Adjust the oven rack to the 2nd level mark, just above center, and preheat the oven to 400ºF. Line a standard size muffin tin with tulip liners. If you're using standard size liners you will yield more muffins. If not using any liners, generously spray the muffin tin cavities well with a flour-based baking spray.
In a medium-size mixing bowl, whisk together the all-purpose flour, baking powder, baking soda, and salt. Set aside.
In a separate medium-size mixing bowl, whisk together the eggs, granulated sugar, melted butter, lemon zest, and lemon juice. Then add in the buttermilk and vanilla extract.
Using a spatula, gradually add the dry ingredients to the wet mixture stirring until just combined. Gently fold in the blueberries. Optional step: coat the blueberries in flour before adding them to the batter. This can prevent blueberries from sinking to the bottom during baking.

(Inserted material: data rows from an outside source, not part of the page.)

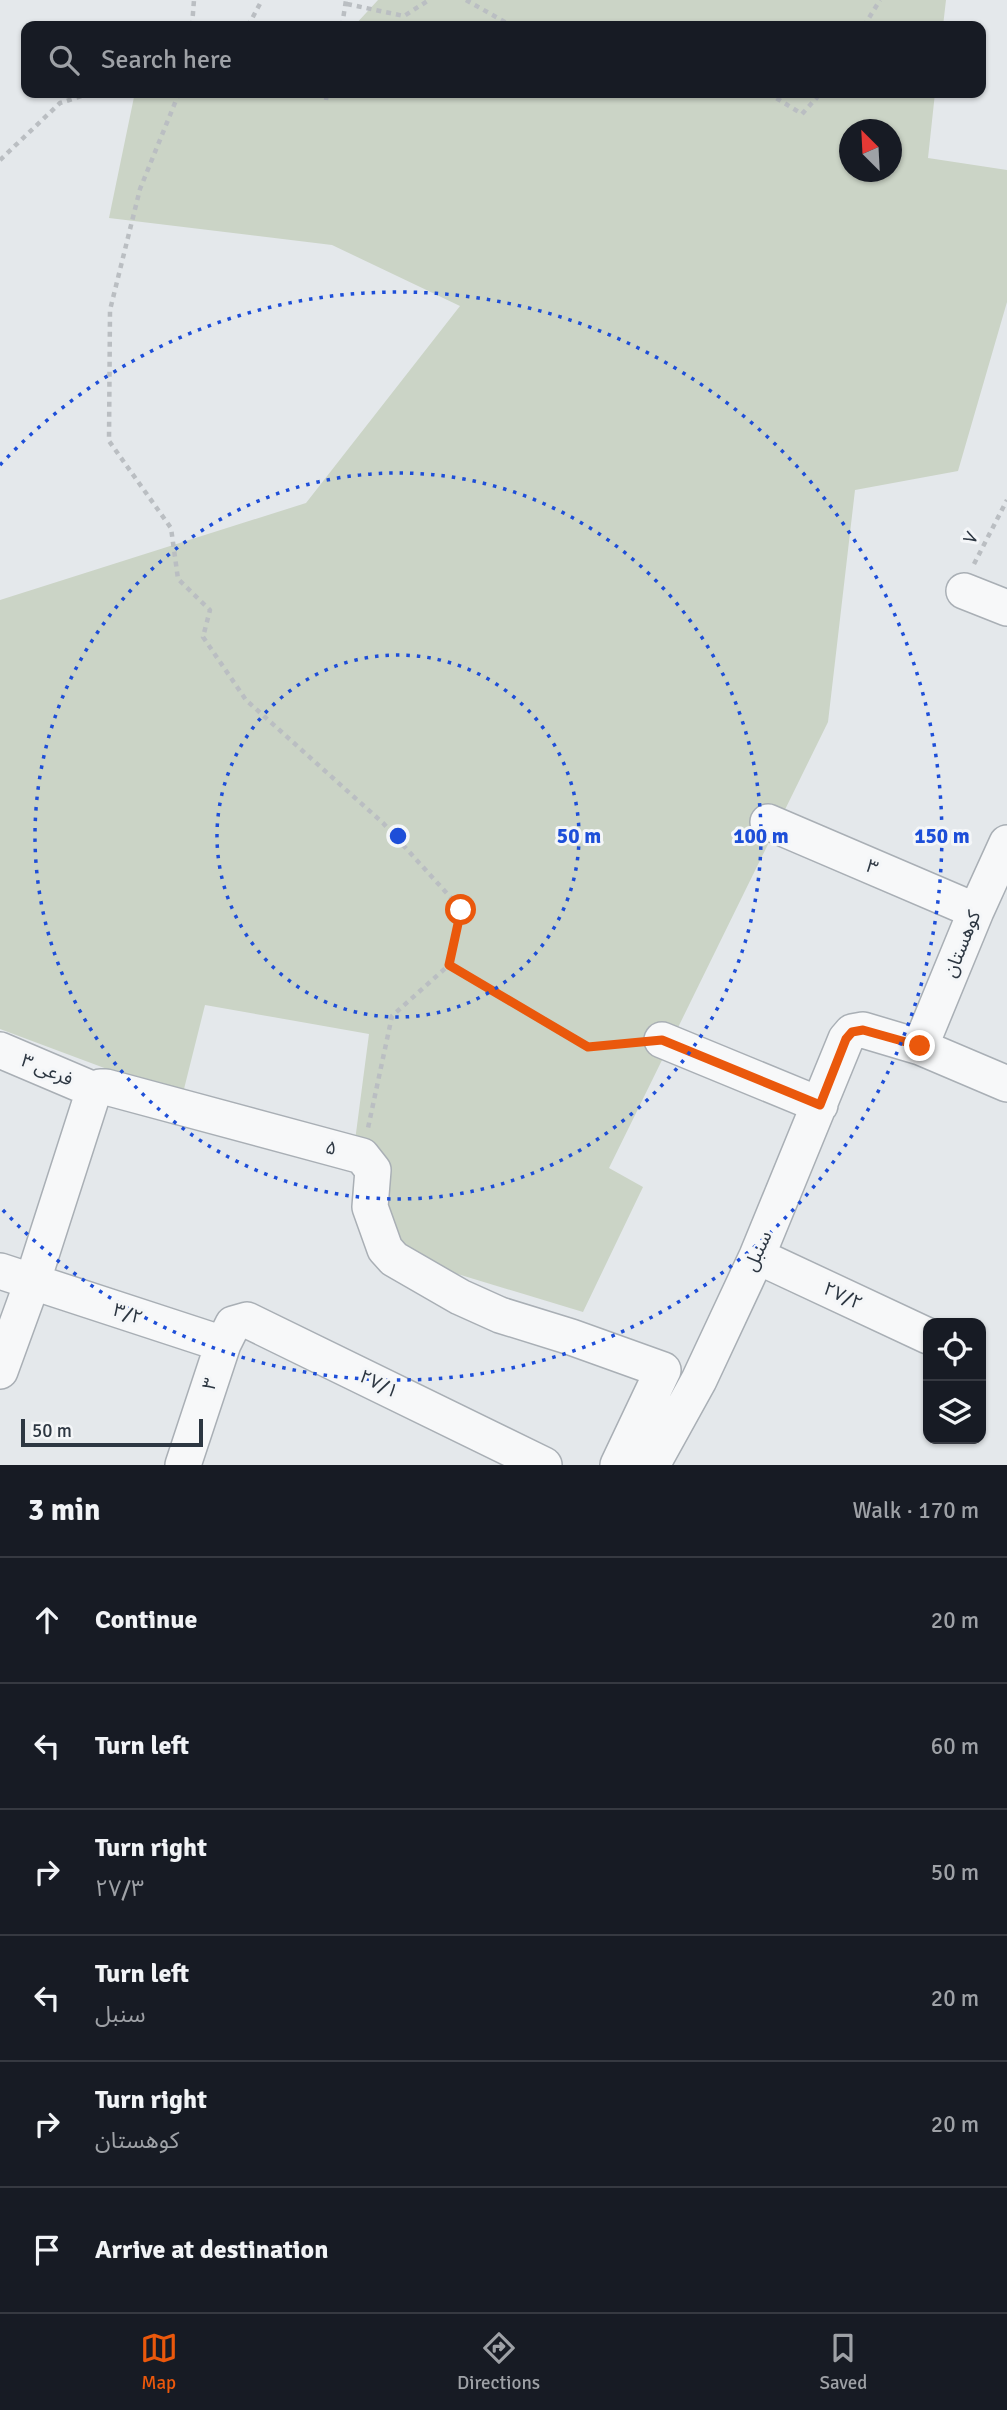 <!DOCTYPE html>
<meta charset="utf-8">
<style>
:root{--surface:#171b24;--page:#20242c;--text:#f1f3f6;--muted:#9ea1a6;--line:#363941;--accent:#ea580c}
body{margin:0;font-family:Signika,"Noto Sans Arabic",sans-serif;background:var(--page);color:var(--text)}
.controls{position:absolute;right:21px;bottom:21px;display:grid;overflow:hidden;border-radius:14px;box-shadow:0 2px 5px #0004}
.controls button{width:63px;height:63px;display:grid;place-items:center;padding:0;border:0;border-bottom:2px solid var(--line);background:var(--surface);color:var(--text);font:35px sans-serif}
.compass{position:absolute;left:839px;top:119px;width:63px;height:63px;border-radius:50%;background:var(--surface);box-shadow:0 2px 5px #0004;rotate:336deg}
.scale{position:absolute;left:21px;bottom:18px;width:182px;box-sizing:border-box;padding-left:7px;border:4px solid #2d3742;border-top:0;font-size:19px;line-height:24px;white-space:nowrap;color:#2d3742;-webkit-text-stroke:5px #f4f6f8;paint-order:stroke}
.stop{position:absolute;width:21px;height:21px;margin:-16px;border:5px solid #ea580c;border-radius:50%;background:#fff}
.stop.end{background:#ea580c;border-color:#fff;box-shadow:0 2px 7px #0008}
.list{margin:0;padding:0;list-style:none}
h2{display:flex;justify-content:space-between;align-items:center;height:91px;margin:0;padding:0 28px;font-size:30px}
h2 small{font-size:23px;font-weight:400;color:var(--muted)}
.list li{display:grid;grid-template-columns:46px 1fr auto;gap:21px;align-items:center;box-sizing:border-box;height:126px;padding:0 28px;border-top:2px solid var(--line)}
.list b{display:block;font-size:26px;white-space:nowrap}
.list p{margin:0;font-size:23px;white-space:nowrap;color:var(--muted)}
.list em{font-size:23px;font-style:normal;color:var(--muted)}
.icon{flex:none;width:38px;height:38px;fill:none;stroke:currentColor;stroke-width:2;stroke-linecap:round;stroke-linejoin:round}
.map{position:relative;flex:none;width:1007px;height:1465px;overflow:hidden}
.search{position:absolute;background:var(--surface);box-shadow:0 2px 5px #0004;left:21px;right:21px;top:21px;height:77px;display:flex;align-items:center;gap:18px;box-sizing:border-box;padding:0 24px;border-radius:14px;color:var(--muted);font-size:26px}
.sheet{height:847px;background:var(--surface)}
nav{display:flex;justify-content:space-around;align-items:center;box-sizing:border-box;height:98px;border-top:2px solid var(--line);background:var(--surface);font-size:19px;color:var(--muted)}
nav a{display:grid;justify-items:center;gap:4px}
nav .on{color:var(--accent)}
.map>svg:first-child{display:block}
.green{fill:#cbd4c6;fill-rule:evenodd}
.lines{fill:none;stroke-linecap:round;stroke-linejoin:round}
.minor-casing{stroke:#a9afb5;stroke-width:38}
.path{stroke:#babec2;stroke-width:4.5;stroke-dasharray:5 5;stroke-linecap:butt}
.minor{stroke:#f7f8f9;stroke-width:35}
.route{stroke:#ea580c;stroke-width:9}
.ring{fill:none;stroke:#1d4ed8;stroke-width:3.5;stroke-dasharray:3.5 7}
.labels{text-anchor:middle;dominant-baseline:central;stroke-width:6;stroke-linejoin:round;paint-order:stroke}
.street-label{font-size:19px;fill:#2d3742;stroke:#f4f6f8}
.centre{fill:#1d4ed8;stroke:#f4f6f8;stroke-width:3.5}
.ring-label{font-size:21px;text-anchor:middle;font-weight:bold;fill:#1d4ed8;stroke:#f4f6f8;stroke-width:6;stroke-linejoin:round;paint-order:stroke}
</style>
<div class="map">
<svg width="1007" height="1465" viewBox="0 0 1007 1465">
<rect width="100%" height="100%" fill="#e4e8eb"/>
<path class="green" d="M378,0H946L943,26H354Z
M259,93H935L928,158L1007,170V302L958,471L855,490L828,722L609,1168L643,1187L583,1312L418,1262L384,1232L353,1156L369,1034L205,1005L182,1097L0,1029V600L306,503L460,306L332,245L109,218L134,97ZM850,130H892V172H850Z"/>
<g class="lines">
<g class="minor-casing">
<path id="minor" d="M964,591L1007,608
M768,822L976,911
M662,1040L820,1105
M920,1047L976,911L1007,843
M0,1050L94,1090
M757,1256L928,1336
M0,1271L223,1344
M0,1371L32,1283L94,1090L100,1087H106L362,1156L373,1170L370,1207L385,1249L394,1259L460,1297L500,1315L571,1337L663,1370L618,1465
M183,1465L223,1344L233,1324L247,1320L544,1465
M652,1465L699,1380L757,1256L846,1039L852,1032L863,1030L920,1047L1007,1084"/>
</g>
<path class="path" d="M466,0L512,26
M347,4L404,16L429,0
M192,26L194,0
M248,26L262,0
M342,26L346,0
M587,26L629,24L631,26
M864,26L880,0
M179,93L140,189L110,310L109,441L171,528L178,579L210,610L203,637L246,700L383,823L462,910L449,965L392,1016L368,1128
M768,93L802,114L821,93
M326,100L327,93
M0,160L60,103L91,93
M974,564L1007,500
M449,965L588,1047L633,1043"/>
<use href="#minor" class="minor"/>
</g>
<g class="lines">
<path class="route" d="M461,910L449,965L588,1047L662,1040L820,1105L846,1039L852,1032L863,1030L920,1046"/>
</g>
<g class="ring">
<circle cx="398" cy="836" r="181"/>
<circle cx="398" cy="836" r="363"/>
<path d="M0 465A544 544 0 1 1 0 1207"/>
</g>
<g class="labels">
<g class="street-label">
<text transform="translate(971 538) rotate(-63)">۷</text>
<text transform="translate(872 867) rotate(23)">۳</text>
<text transform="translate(962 944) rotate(-68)">کوهستان</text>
<text transform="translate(47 1070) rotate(23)">فرعی ۳</text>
<text transform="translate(331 1148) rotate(15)">۵</text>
<text transform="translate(758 1251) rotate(-66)">سنبل</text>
<text transform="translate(843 1296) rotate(25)">۲۷/۲</text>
<text transform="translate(128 1314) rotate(18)">۳/۲</text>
<text transform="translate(210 1384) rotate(-72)">۳</text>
<text transform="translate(379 1384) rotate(26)">۲۷/۱</text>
</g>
</g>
<circle cx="398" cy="836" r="10" class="centre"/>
<g class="ring-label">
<text x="579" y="843">50 m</text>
<text x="761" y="843">100 m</text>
<text x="942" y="843">150 m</text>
</g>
</svg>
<div class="controls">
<button><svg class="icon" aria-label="locate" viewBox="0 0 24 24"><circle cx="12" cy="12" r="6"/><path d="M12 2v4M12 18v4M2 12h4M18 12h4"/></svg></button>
<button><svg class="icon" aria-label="layers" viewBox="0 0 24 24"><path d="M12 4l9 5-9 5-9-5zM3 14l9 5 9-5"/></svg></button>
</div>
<svg class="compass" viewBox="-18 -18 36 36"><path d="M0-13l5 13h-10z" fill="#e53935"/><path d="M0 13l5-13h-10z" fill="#9ea1a6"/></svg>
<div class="scale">50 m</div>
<div class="stop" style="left:461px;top:910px"></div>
<div class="stop end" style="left:920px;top:1046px"></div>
<div class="search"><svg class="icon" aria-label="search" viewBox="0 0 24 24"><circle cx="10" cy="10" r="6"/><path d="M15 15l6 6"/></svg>Search here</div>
</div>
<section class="sheet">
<h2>3 min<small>Walk · 170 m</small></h2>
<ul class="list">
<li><svg class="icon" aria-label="ahead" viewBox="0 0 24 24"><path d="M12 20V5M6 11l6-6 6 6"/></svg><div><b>Continue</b></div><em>20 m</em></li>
<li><svg class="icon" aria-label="left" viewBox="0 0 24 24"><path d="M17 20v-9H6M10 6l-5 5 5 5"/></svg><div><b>Turn left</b></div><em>60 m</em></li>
<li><svg class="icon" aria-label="right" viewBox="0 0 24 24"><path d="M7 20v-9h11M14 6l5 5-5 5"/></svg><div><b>Turn right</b><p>۲۷/۳</p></div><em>50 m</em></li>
<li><svg class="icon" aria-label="left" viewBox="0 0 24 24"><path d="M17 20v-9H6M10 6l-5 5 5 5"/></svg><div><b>Turn left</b><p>سنبل</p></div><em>20 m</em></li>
<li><svg class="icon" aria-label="right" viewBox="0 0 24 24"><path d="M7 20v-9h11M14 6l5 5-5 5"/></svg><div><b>Turn right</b><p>کوهستان</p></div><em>20 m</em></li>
<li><svg class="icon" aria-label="arrive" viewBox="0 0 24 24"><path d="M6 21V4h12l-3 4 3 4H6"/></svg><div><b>Arrive at destination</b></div></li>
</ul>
</section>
<nav>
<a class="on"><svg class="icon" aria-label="map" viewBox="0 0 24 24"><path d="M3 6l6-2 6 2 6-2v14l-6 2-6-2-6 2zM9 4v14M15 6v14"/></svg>Map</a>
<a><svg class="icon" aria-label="directions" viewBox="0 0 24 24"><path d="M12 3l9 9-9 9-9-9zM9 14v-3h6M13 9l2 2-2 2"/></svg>Directions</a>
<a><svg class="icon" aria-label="saved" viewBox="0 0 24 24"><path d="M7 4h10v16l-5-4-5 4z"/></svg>Saved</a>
</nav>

Using a 3 tablespoon-size cookie scoop or two spoons, evenly divide the batter into the muffin liners, filling them to the top. Do this only if you are using the tulip liners. If using standard size liners, fill them ⅔ full. Top with any extra blueberries (optional) and streusel.
Bake for 18-20 minutes at 400ºF or until an inserted toothpick comes out clean. When done, remove from the oven and allow to cool for 5 minutes before removing muffins from the tin.
Muffins are best served still warm with a little butter, but are equally just as good completely cooled.